_Task requirements_
The string "bottom" may appear in lines of the data; report how many lines contain it, with no other output.

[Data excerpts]
----------------
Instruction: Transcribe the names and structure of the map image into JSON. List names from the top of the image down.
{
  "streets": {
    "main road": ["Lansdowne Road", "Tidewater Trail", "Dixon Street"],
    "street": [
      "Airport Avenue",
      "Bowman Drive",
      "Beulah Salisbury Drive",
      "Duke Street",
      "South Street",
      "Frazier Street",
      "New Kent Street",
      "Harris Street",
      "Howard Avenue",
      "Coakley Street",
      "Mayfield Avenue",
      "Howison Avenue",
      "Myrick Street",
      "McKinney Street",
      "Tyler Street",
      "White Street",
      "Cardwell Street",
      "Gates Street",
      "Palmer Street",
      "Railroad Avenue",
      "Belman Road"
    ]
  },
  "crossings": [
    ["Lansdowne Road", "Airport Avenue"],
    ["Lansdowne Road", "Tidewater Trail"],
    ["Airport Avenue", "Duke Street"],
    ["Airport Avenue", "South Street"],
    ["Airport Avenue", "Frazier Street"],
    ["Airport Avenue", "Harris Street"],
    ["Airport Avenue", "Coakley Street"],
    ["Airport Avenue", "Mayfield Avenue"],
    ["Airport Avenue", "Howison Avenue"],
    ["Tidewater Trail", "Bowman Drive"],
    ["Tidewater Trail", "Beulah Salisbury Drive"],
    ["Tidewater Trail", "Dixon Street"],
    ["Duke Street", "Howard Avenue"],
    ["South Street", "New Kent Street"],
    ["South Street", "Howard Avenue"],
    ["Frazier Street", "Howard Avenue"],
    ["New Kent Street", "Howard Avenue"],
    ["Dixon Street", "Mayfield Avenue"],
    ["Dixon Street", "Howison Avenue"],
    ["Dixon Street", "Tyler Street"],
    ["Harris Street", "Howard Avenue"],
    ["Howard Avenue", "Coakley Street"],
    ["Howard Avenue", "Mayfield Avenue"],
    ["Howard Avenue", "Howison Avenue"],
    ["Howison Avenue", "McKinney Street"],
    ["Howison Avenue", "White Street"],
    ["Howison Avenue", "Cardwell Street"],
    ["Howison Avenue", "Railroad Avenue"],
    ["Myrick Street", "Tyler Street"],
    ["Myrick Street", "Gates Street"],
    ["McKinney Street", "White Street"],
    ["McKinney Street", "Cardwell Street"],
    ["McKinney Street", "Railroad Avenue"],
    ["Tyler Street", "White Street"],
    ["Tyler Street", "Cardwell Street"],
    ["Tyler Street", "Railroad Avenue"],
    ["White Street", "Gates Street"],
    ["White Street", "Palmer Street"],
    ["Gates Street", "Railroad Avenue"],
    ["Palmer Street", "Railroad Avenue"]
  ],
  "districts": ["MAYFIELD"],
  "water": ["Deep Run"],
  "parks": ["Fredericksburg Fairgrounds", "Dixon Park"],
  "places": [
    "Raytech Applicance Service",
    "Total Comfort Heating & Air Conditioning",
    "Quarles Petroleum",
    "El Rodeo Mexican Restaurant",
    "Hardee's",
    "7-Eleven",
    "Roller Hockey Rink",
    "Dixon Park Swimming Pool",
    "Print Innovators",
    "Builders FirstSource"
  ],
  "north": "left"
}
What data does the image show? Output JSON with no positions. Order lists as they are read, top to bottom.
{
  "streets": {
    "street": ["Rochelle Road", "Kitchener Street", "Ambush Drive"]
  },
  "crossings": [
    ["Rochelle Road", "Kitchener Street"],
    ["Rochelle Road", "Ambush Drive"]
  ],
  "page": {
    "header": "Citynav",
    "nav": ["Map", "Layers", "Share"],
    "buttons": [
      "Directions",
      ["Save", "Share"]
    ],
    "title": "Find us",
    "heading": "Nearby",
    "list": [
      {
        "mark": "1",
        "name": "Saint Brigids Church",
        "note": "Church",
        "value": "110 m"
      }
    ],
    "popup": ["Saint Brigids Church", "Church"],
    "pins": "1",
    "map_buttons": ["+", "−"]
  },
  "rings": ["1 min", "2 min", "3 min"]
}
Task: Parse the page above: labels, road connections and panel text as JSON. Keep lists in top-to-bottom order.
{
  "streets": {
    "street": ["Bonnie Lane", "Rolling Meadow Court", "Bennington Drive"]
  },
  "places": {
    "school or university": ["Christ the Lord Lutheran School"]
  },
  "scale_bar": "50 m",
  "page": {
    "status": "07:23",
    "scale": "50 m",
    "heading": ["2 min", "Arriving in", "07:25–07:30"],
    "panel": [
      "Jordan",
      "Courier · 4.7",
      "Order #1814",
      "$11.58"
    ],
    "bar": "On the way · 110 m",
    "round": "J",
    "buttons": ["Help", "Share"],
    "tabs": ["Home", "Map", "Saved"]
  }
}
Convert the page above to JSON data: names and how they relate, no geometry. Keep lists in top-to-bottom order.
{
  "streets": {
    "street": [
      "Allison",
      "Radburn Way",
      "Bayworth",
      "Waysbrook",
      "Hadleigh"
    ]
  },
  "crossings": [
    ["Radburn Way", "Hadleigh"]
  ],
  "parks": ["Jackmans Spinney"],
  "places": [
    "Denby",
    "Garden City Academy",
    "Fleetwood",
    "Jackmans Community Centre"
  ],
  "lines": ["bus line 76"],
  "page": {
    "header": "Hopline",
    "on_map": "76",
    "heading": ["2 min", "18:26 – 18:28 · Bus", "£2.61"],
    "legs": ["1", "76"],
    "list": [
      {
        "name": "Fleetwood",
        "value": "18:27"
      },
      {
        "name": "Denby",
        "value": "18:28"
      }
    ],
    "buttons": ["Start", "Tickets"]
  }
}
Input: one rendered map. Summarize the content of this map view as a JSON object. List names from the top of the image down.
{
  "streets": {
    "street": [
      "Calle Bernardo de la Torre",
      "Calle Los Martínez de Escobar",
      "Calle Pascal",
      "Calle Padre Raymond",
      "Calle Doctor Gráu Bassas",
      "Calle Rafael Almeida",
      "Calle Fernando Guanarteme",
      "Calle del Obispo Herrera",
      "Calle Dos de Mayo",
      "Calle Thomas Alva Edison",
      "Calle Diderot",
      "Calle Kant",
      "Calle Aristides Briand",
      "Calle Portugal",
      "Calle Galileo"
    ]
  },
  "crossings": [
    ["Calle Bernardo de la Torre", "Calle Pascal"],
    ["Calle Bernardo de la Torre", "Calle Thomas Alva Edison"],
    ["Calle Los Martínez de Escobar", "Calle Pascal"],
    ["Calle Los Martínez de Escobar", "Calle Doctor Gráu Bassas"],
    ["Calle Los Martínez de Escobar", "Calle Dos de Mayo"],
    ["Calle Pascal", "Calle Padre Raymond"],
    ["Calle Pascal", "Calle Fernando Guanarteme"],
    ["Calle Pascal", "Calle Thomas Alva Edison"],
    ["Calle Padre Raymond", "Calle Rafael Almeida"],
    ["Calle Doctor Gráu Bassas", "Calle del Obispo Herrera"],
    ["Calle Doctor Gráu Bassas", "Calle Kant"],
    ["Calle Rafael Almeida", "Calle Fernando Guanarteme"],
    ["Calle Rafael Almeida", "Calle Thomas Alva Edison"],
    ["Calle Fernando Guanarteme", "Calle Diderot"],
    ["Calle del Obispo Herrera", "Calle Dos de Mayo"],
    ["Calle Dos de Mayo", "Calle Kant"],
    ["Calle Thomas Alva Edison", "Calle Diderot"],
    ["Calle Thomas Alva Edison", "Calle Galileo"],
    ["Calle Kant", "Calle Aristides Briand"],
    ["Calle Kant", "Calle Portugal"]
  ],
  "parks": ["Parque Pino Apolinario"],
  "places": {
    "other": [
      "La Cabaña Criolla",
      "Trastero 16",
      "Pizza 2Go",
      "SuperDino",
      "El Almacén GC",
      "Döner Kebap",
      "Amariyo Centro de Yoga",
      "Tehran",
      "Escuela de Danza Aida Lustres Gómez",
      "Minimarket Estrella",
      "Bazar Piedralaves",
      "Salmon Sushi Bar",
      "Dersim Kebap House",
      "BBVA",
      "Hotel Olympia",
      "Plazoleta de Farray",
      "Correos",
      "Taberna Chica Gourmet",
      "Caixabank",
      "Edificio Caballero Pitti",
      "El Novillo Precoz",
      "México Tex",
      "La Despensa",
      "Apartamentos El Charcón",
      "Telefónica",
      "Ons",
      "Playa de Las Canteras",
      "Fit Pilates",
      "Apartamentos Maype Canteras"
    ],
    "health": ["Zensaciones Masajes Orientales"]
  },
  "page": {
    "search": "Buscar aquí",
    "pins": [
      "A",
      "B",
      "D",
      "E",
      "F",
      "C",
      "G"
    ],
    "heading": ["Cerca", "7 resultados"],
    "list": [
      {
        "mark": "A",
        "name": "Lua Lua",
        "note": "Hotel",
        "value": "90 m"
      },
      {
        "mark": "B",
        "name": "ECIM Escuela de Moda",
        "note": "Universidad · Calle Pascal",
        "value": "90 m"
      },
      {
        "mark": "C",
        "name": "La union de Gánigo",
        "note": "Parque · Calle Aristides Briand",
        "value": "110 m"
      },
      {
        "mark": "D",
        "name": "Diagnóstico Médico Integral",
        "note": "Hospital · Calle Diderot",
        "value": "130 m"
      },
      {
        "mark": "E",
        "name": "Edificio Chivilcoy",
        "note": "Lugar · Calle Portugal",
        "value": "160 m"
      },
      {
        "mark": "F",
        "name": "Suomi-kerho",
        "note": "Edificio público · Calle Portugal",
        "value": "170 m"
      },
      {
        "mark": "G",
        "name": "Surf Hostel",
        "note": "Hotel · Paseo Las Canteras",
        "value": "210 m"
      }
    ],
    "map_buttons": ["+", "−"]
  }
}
----------------
_Task result_
3